Background: Carpinteria Middle School was a participant in a grant to improve student health and well-being by: 1) Increasing the offerings of fruits and vegetables in the school, 2) Link nutrition education to core academic curriculum, health and physical education classes, and instructional gardens, 3) Offer nutritious, tasty, appealing meals to every student in a positive environment with ample time to eat, and 4) Offer more physical activity opportunities and physical education that meets state recommendations.

Philosophy: “Education is a process of getting your story straight.” -Jack Meyer, grant participant.

At Carpinteria Middle School, we make a simple assumption that all learning, all strategies for problem-solving, and all academic and social skills are based upon the changes in an individual’s collection of stories. When a student learns a new skill, they are simply creating , refining, or adding more detail to their understanding of the story of that skill, whether it is a mathematical skill such as adding fractions, or a life-skill such as choosing a healthy food for a lunch or a snack.

Based upon this assumption, we also believe in the power of conversation: For most students, school is an extended conversation, a transaction between students, parents, teachers, and curriculum. And the truth is that the things we converse about are the things that change.

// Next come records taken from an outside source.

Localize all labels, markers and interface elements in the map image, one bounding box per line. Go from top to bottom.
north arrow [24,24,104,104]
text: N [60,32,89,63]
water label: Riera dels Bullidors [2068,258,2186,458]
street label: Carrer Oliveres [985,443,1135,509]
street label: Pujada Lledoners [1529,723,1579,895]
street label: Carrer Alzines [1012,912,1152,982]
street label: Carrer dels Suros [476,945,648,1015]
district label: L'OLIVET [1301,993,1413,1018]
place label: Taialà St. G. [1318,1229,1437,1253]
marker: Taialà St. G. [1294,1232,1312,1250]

Strategies: (1) "Keep the conversation going:" We live in a world of information overload. There is too much to know, too little time to reflect upon what we know, and too many people who want to tell us what they know.

Given this
, we made every effort to make nutrition and a healthy life-style part of the daily conversation at school. Changes to the cafeteria, curriculum activites in all disciplines, and activities in the larger community all helped to make the interactions rich and to sustain a message.

(2) "Small changes over a long time have big rewards:" We have tried to emphasize the power of a small change. Walking an extra 2000 steps a day counts for 10.5 pounds of weight loss over a year.

(3) The power of "Didja Know:" In its simplist form, Didja know is the Snapple Cap phenomenon. Its what happens when someone reads the fact in the cap on the Snapple and says, Didja know that hummingbird weighs less than a penny. That Snapple cap empowers a person with a piece of information they didn't have before and it is a motivation for action. Have you noticed that when you play "dumb" with your kids, how they brighten up....how willing they are to help you learn. When kids are empowered by the things they have learned, they become models for the things that we really want them to do in the first place.

So Bonnie and I have been exploring curriculum that will allow kids ownership of the information and attitudes that would bring them to a continue a healthy lifestyle: Students research healthy foods on the Internet, they developed internally Websites to educate and promote a fruit or vegetable, they developed mini-movies that presented the preparation of a healthy recipe using still cameras. We are building to stability.

(4) "Activity by design:" (Current interest) Inspired by the "Active Living by Design" organization, we are investigating fundamental changes in school structure. For example, requiring parents to use the drop off area on the far side of campus would cause children to walk an extra 1/4 of a mile a day, or an extra 45 miles a year (see small changes on # 3).